Alors que son cours de bourse était en déroute avec une baisse jusqu’à -38 % dans la journée, la société a obtenu une suspension provisoire de son titre pour se donner le temps de réagir. Elle a publié un communiqué en fin de journée :

« Le groupe se dit confiant sur les résultats d'un tel contrôle, l'équipe de direction de la filiale en Colombie ayant toujours développé la société dans le respect de la loi"

« le groupe considère que le titre Teleperformance constitue "une allocation opportune de sa trésorerie dans le cadre de la loi". En conséquence, ses dirigeants ont décidé d'affecter un montant initial de 150 millions d'euros à un programme de rachat d'actions, dans le cadre de l'autorisation donnée par l'assemblée générale des actionnaires du 14 avril 2022 »

Dans son communiqué, la société affirme sa confiance face à la situation et confirme être dans son droit en ayant toujours respecté la loi. Sa confiance est telle, qu’elle communique immédiatement sur un vaste rachat d’action de 150 millions d’euros qu’on imagine intervenir rapidement. Une réaction pleine de panache.

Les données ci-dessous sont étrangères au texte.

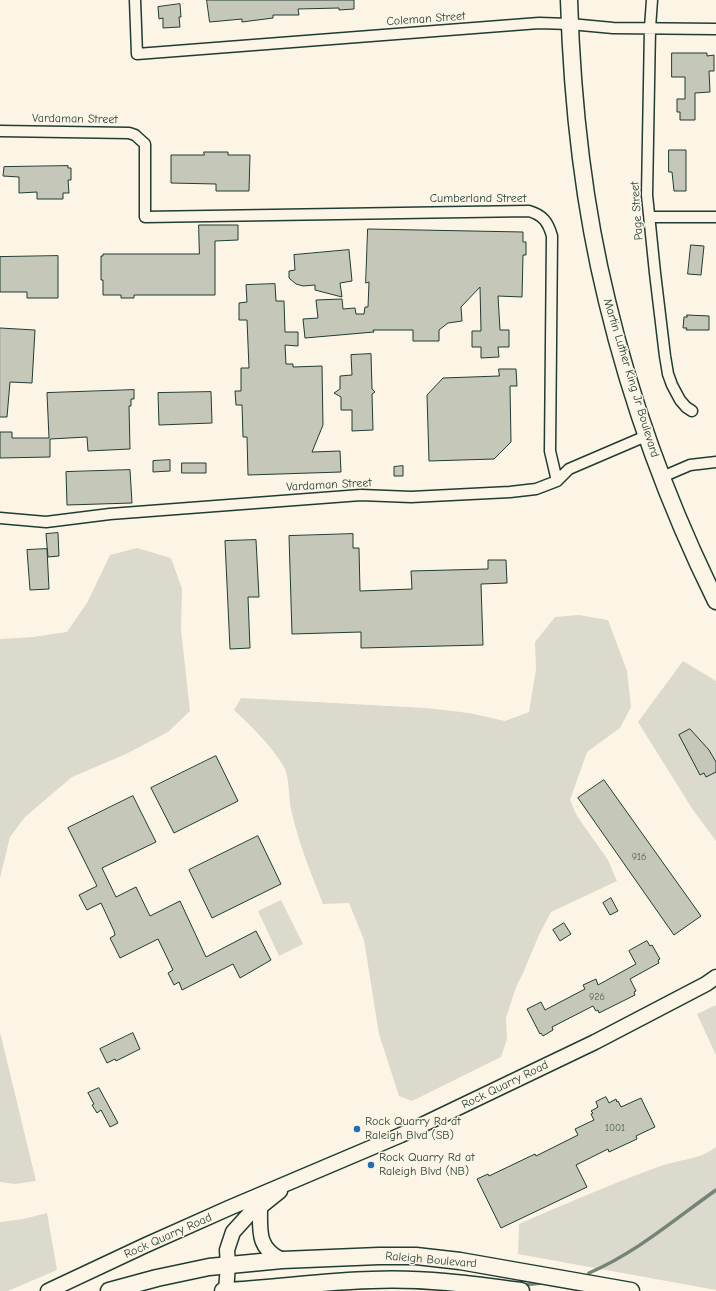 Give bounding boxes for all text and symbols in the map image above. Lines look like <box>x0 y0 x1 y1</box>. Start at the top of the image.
street label: Coleman Street <box>386 9 466 29</box>
street label: Vardaman Street <box>32 111 118 127</box>
street label: Page Street <box>628 181 646 241</box>
street label: Cumberland Street <box>430 192 526 206</box>
street label: Martin Luther King Jr Boulevard <box>600 297 662 459</box>
street label: Vardaman Street <box>286 476 372 494</box>
house number: 916 <box>632 851 646 863</box>
house number: 926 <box>589 991 605 1003</box>
street label: Rock Quarry Road <box>459 1058 551 1112</box>
place label: Rock Quarry Rd at Raleigh Blvd (SB) <box>365 1115 461 1143</box>
house number: 1001 <box>605 1122 625 1134</box>
marker: Rock Quarry Rd at Raleigh Blvd (SB) <box>352 1124 362 1134</box>
place label: Rock Quarry Rd at Raleigh Blvd (NB) <box>379 1151 475 1179</box>
marker: Rock Quarry Rd at Raleigh Blvd (NB) <box>366 1160 376 1170</box>
street label: Rock Quarry Road <box>122 1210 214 1262</box>
street label: Raleigh Boulevard <box>385 1249 477 1271</box> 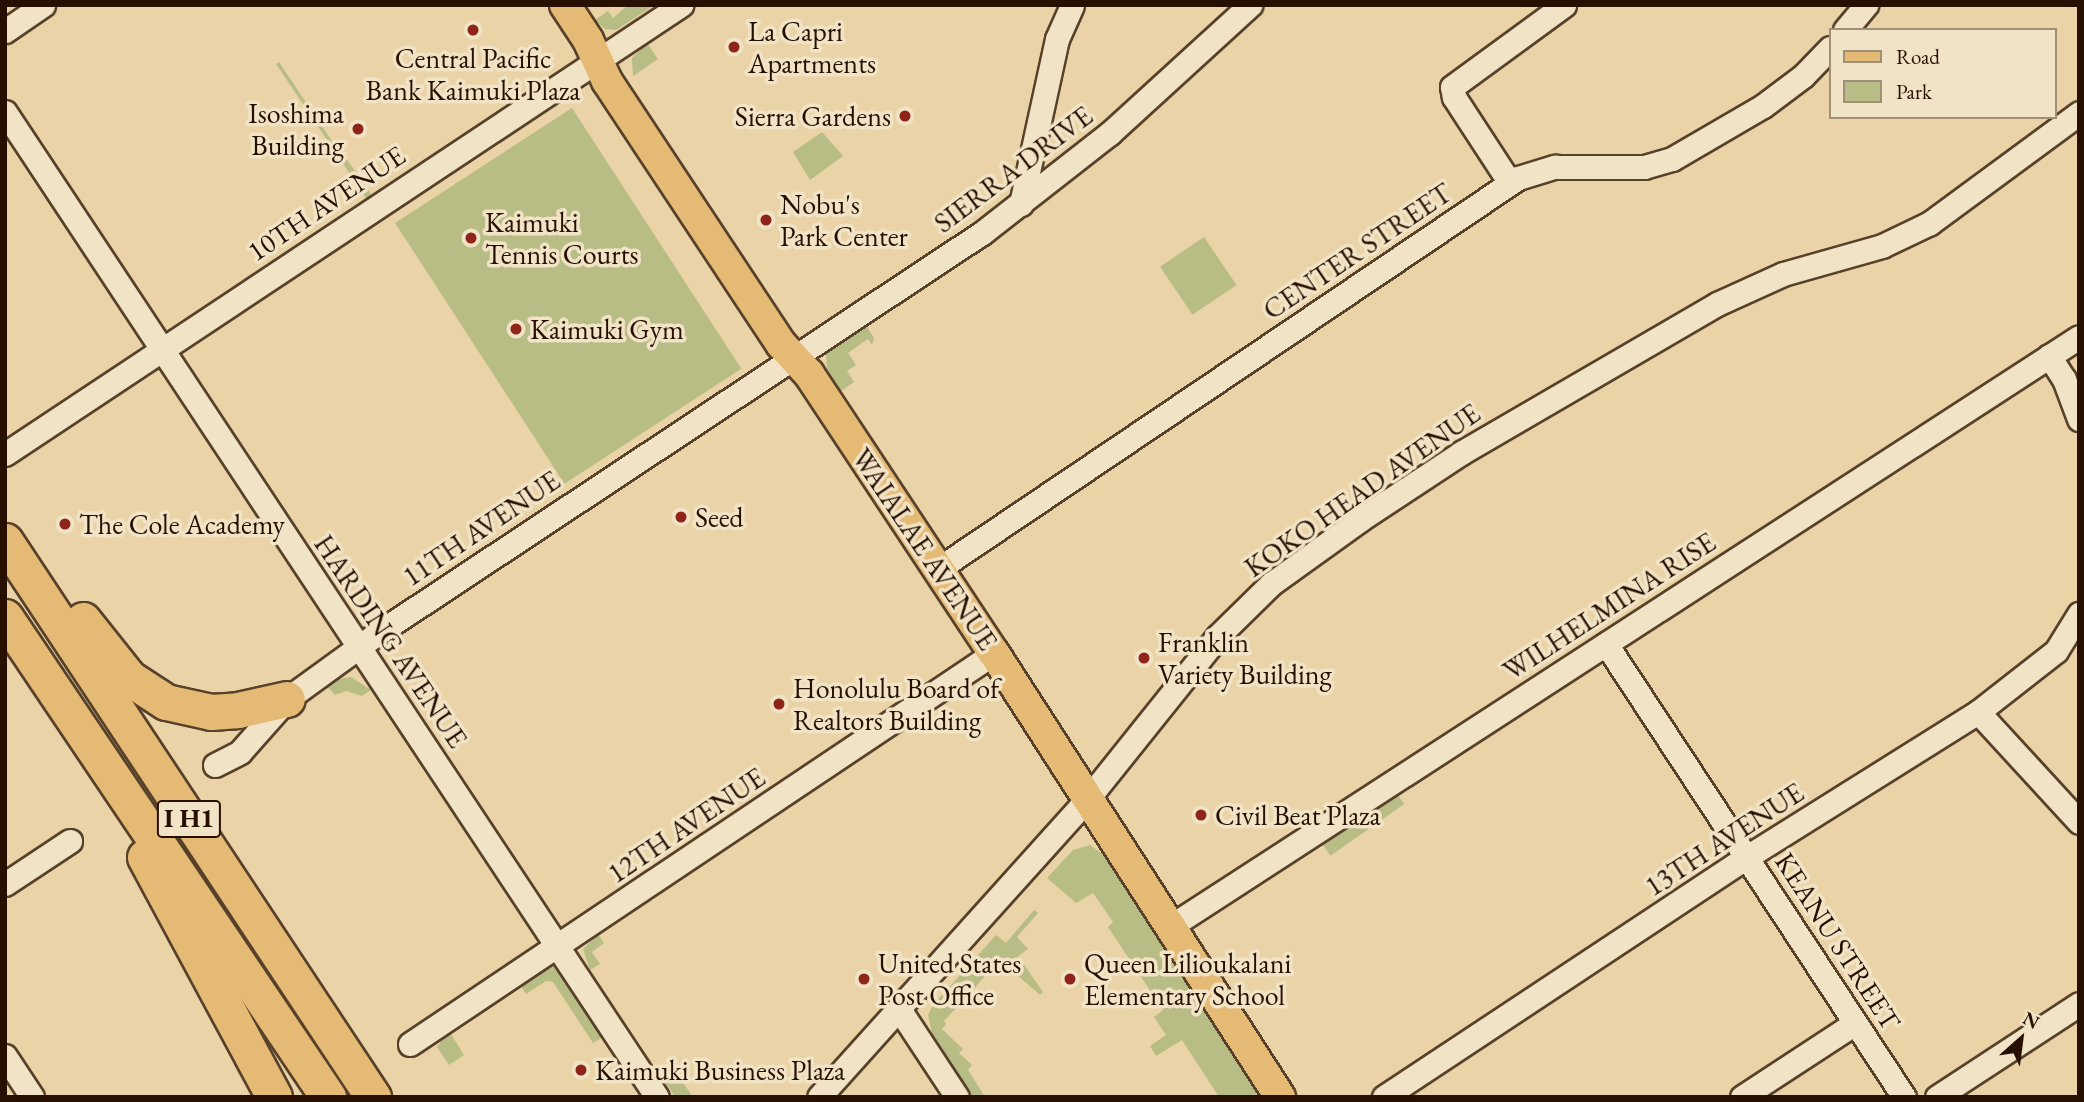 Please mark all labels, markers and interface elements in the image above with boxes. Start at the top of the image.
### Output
place label: La Capri Apartments [748,14,876,80]
marker: Central Pacific Bank Kaimuki Plaza [465,22,481,38]
legend [1828,28,2056,119]
marker: La Capri Apartments [726,39,742,55]
place label: Central Pacific Bank Kaimuki Plaza [366,41,580,107]
text: Road [1896,43,1940,70]
text: Park [1896,78,1932,105]
place label: Isoshima Building [248,96,344,162]
place label: Sierra Gardens [735,99,891,133]
street label: SIERRA DRIVE [927,99,1099,239]
marker: Sierra Gardens [897,108,913,124]
marker: Isoshima Building [350,121,366,137]
street label: 10TH AVENUE [241,138,411,268]
street label: CENTER STREET [1256,176,1458,326]
place label: Nobu's Park Center [780,187,908,253]
place label: Kaimuki Tennis Courts [485,205,638,271]
marker: Nobu's Park Center [758,212,774,228]
marker: Kaimuki Tennis Courts [463,230,479,246]
place label: Kaimuki Gym [530,312,684,346]
marker: Kaimuki Gym [508,321,524,337]
street label: KOKO HEAD AVENUE [1238,396,1486,584]
street label: WAIALAE AVENUE [845,442,1005,656]
street label: 11TH AVENUE [396,463,566,593]
place label: Seed [695,500,743,534]
place label: The Cole Academy [79,507,285,541]
marker: Seed [673,509,689,525]
marker: The Cole Academy [57,516,73,532]
street label: WILHELMINA RISE [1496,525,1722,687]
street label: HARDING AVENUE [307,528,475,754]
place label: Franklin Variety Building [1158,625,1332,691]
marker: Franklin Variety Building [1136,650,1152,666]
place label: Honolulu Board of Realtors Building [793,671,999,737]
marker: Honolulu Board of Realtors Building [771,696,787,712]
street label: 12TH AVENUE [601,760,771,890]
street label: 13TH AVENUE [1638,775,1810,903]
road number: I H1 [156,796,222,842]
place label: Civil Beat Plaza [1215,798,1381,832]
marker: Civil Beat Plaza [1193,807,1209,823]
street label: KEANU STREET [1768,846,1908,1036]
place label: United States Post Office [878,946,1021,1012]
place label: Queen Lilioukalani Elementary School [1084,946,1291,1012]
marker: United States Post Office [856,971,872,987]
marker: Queen Lilioukalani Elementary School [1062,971,1078,987]
north arrow [1986,1004,2056,1074]
text: N [2018,1005,2044,1035]
place label: Kaimuki Business Plaza [595,1053,845,1087]
marker: Kaimuki Business Plaza [573,1062,589,1078] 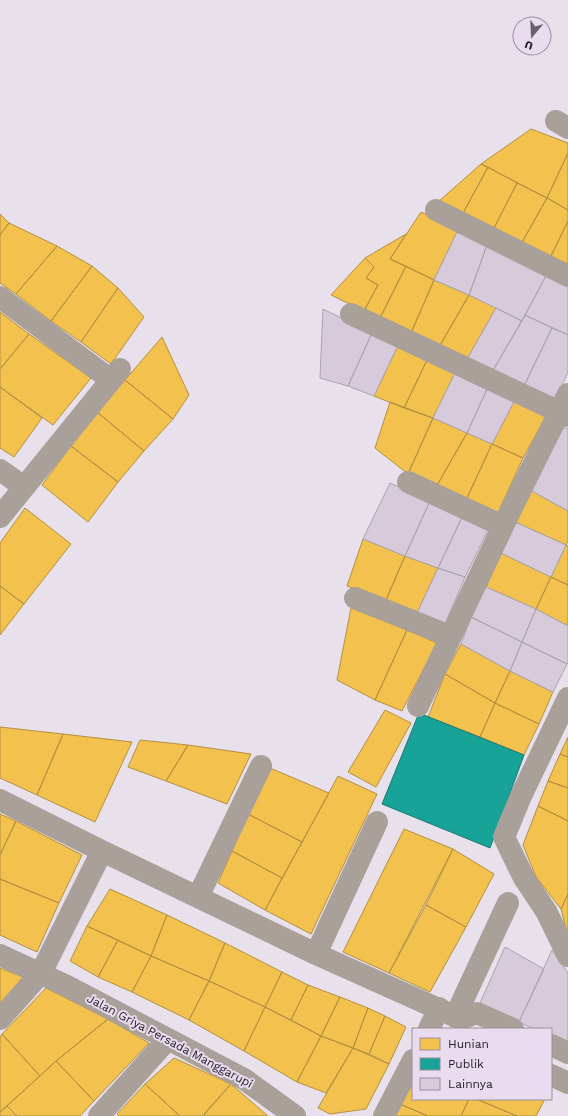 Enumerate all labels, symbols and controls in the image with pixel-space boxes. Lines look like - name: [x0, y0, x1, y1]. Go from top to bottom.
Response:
- north arrow: [512, 16, 552, 56]
- text: U: [523, 38, 535, 52]
- street label: Jalan Griya Persada Manggarupi: [85, 991, 255, 1091]
- legend: [412, 1028, 552, 1100]
- text: Hunian: [448, 1037, 489, 1051]
- text: Publik: [448, 1057, 484, 1071]
- text: Lainnya: [448, 1077, 493, 1091] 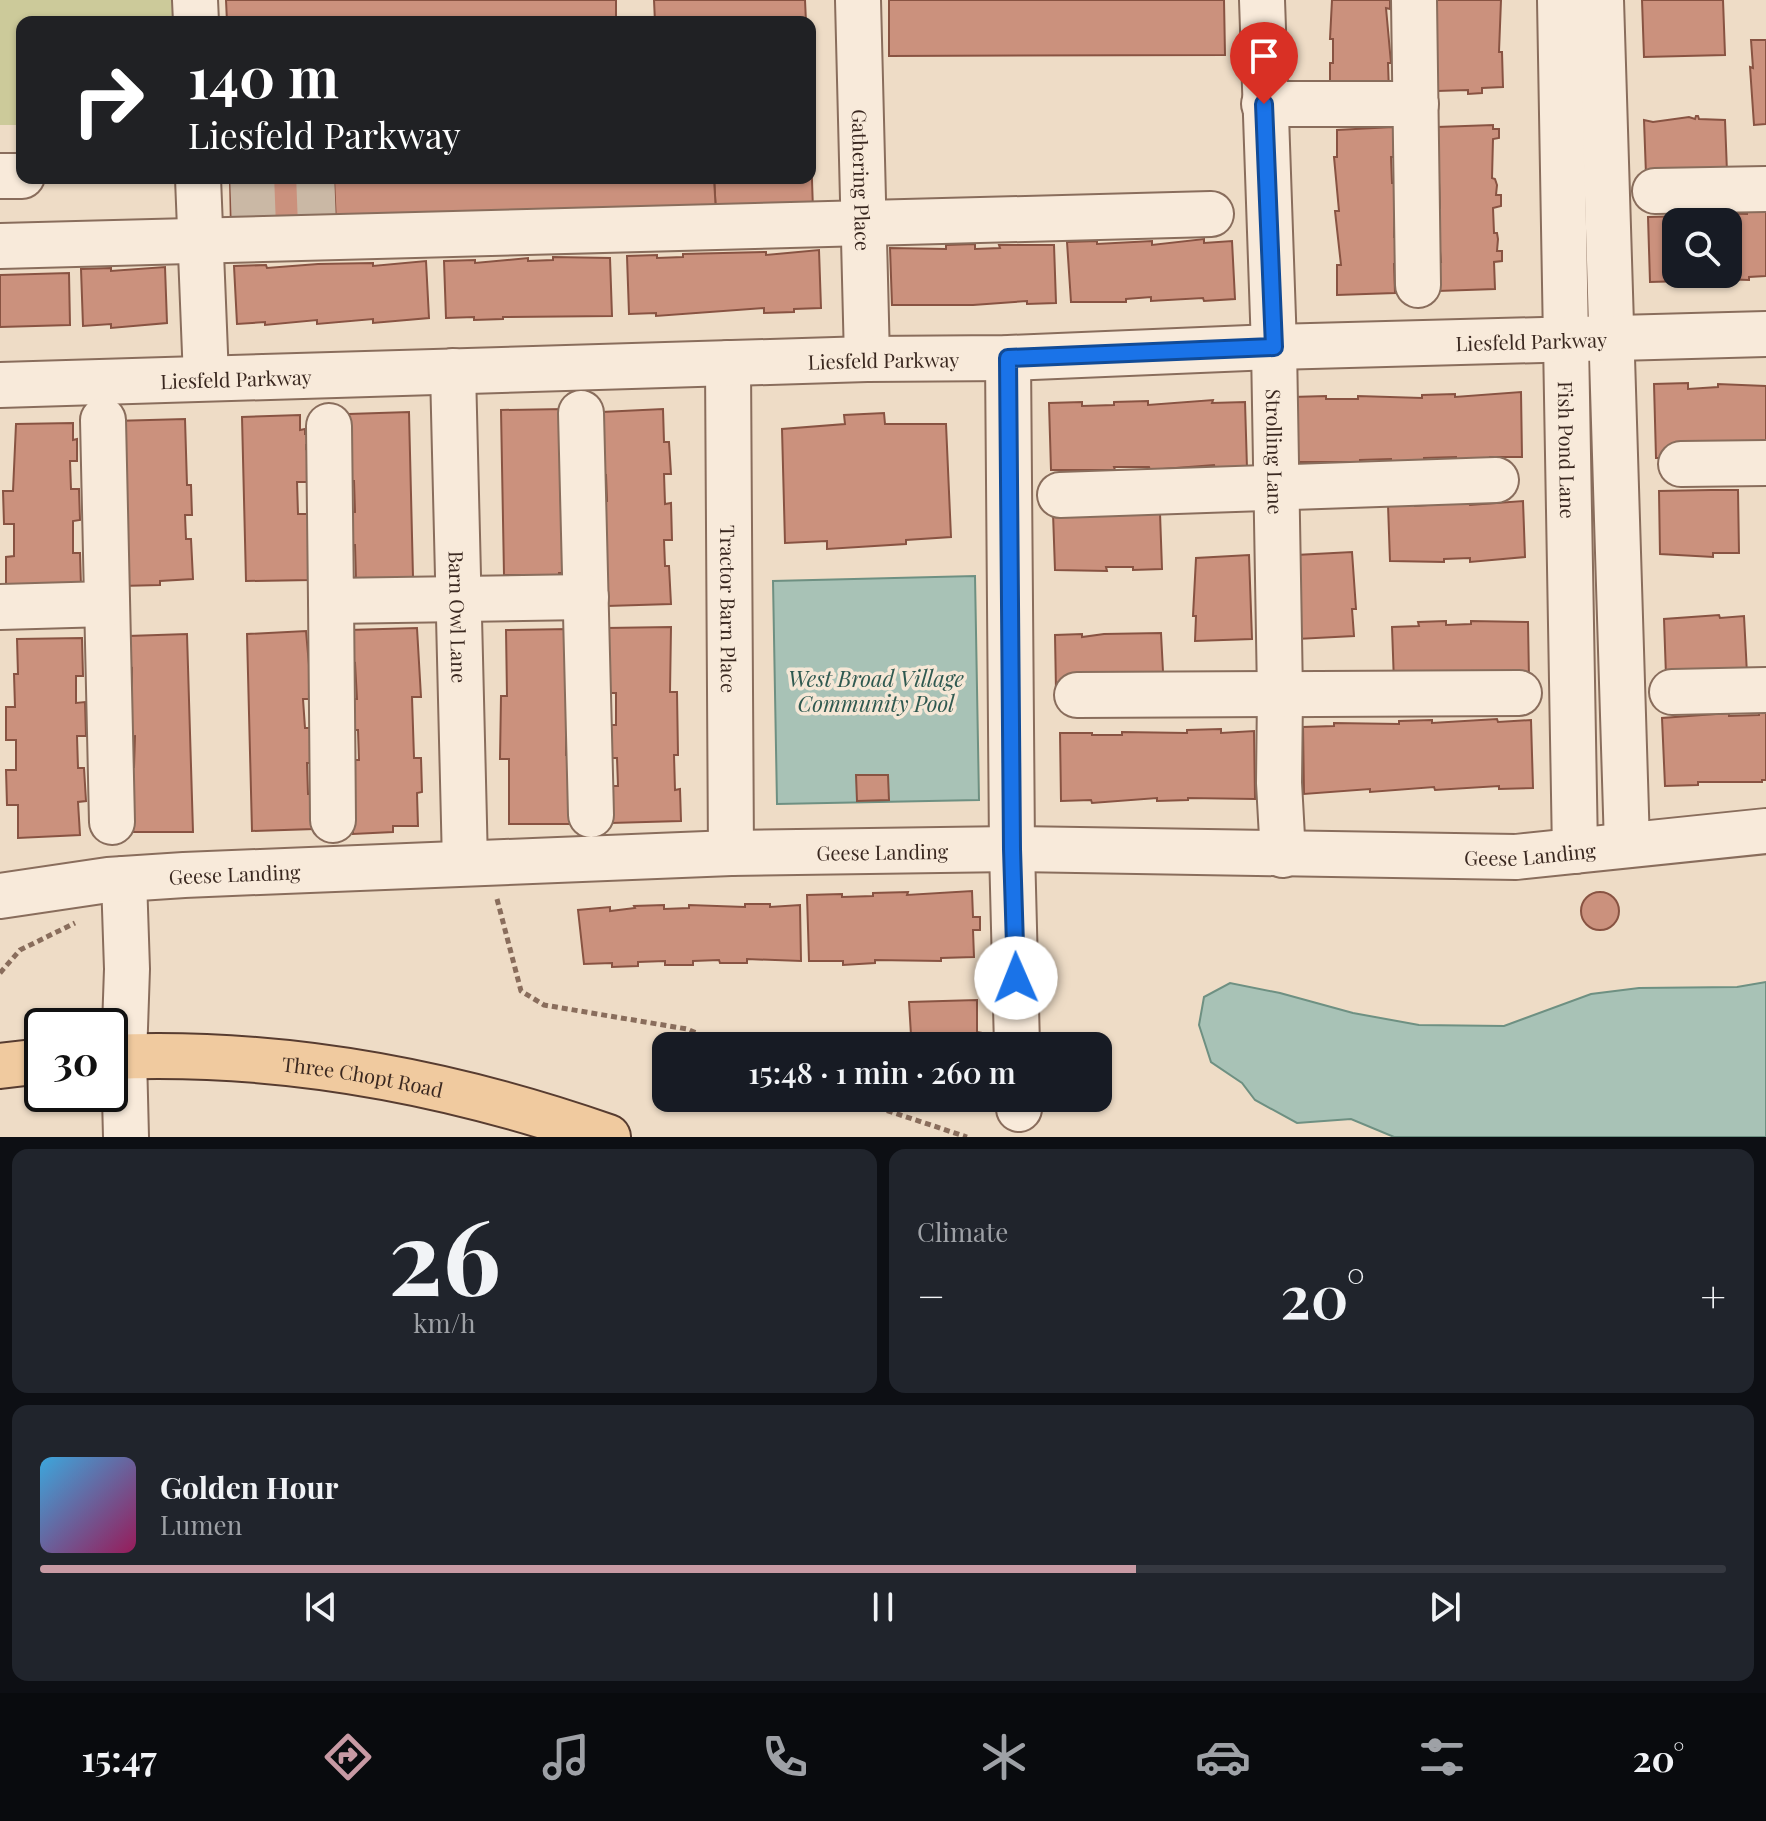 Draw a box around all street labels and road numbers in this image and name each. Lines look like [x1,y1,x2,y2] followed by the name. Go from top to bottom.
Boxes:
[847,109,878,251] street label: Gathering Place
[1455,325,1607,356] street label: Liesfeld Parkway
[807,345,959,374] street label: Liesfeld Parkway
[160,362,312,394] street label: Liesfeld Parkway
[1553,381,1583,519] street label: Fish Pond Lane
[1261,389,1290,515] street label: Strolling Lane
[715,525,744,693] street label: Tractor Barn Place
[444,550,474,684] street label: Barn Owl Lane
[1464,835,1597,871] street label: Geese Landing
[816,836,949,865] street label: Geese Landing
[168,857,301,889] street label: Geese Landing
[281,1049,446,1102] street label: Three Chopt Road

Elle annonce quelques jours plus tard une rencontre avec le ministre du travail Colombien. Situation de crise oblige, la société a déjà un plan de bataille pour la suite au cas où les choses tourneraient mal.


« La modération de contenu représente de son côté environ 7% du chiffre d’affaires de la société et 15.000 personne [...]. Le directeur général du groupe, Daniel Julien, n’a pas totalement exclu d’abandonner cette activité dans le cas où la confiance ne serait pas rétablie auprès du marché. »

"Le PDG a déclaré qu'il faudrait "équilibrer soigneusement" les considérations dans le cas où les investisseurs ne seraient pas convaincus du bien-fondé de rester dans l'activité de modération de contenu (c'est-à-dire si elle continue à pénaliser les multiplies de valorisation)"

Téléperformance a depuis indiqué se désengager des activités de modération « trust and safety ».


III – Pourquoi les notations ESG sont inutiles et présentent un danger ?


Premièrement, la liste de scandales qui ne fait que s’allonger au fil des années le démontre : les notations ESG n’ont aucune utilité pour prédire certains scandales.


Ensuite, les notes ESG c’est surtout à l’heure actuel un bel outil marketing utilisé pour attirer les investisseurs et qui se fiche pas mal au fond de savoir si ces entreprises sont vraiment responsables ou non.

Ce système sert donc à mettre en avant certaines entreprises qui font bel effet dans les brochures des gérants de fond. C’est une nouvelle technique pour attirer les investisseurs tout en surfant à plein régime sur le désir des gens d’avoir une approche plus responsable, plus éco-friendly


Dernier point et le plus important à mon sens, c’est le danger de l’adoption de ces standards ESG par de plus en plus de fonds.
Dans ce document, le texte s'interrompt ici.